Thursday, May 15, 2008

Making the Case for Magazines

In my experience, a majority of pre-published writers yearn to produce a book. No surprise! Writing conferences, blogs, and professional journals are mostly aimed at book publication. In a dozen years of attending regional and national SCBWI conferences, I only remember one with workshops for the magazine writer. But consider the upside of writing for magazines.

You don't need an agent to submit.
Most magazine pieces are short and less complex to write than a picture book.
Using a different slant, you can reuse research or fiction ideas.
You might see your name in print without waiting four years.
Often a wide audience sees your work.
You don't have to do a lot of promotion.
You don't get wacky reviews in professional journals.
Your magazine piece could earn additional money through reprint rights.
There are magazine contests and prizes to be won.

And now the downside of writing for magazines:
Rejection letters - a reality of the writing life anyway.
Your check per piece won't be as large as a book advance.
Friends, family and writing colleagues are more impressed by a book.
Your moment of glory only lasts for a month.

Magazine pieces? A book? I made my choice twelve years ago when I started writing.
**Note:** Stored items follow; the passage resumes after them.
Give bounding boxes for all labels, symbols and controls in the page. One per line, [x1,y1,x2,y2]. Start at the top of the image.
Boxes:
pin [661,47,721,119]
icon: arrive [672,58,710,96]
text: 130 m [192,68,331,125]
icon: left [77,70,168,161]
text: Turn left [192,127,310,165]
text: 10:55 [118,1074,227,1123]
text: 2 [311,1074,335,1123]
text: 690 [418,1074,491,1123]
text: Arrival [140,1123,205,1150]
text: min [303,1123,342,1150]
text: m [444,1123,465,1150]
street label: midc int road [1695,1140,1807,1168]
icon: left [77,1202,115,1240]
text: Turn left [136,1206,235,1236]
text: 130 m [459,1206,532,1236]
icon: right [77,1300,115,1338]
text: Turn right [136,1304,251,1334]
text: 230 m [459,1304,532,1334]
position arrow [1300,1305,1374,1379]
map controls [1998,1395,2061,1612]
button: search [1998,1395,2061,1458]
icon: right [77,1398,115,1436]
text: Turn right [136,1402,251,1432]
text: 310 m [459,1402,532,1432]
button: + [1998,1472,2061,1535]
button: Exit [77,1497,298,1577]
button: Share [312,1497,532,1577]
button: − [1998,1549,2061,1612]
I tried both. My quiet picture book probably would not be published in today's market. I welcome writing for magazines. It keeps my mind limber while inspiration for the next book germinates.

I rest my case. Magazines anyone?


  1. You make a good case for writing for children's magazines, Gale. But as a freelance writer who has published plenty of articles in adult consumer magazines. it's still a tough sell. The reason? I find it hard to go from being paid up to $3 a word in the adult market to being paid $3 for an entire piece--okay, I'm exaggerating a little here--in the children's magazine market. As enticing as it is to get a fiction clip, the paltry pay rate grates on me, enough to prevent me from even trying. Believe me, I'm not in this to get rich. I just wish their pay rate was more respectable. Trouble is, with all the aspiring fiction writers out there, me included, the children's maggies know they don't have to pay a penny more--so they probably never will!

  2. One major problem for me....there are few magazines for young adult and hardly any take historical fiction. The money isn't an issue (no pun intended) for me, none of us is in this for the money.

  3. I agree completely! Nicely stated, Gale. Writing for magazines has been such a validation of my growth as a writer. It's wonderful to see my name in print, and sometimes my pieces even get illustrated. And now that I've worked up to some larger publications, my friends and family seem pretty impressed. (Though you'll still hear shouts of joy when I get a book contract!)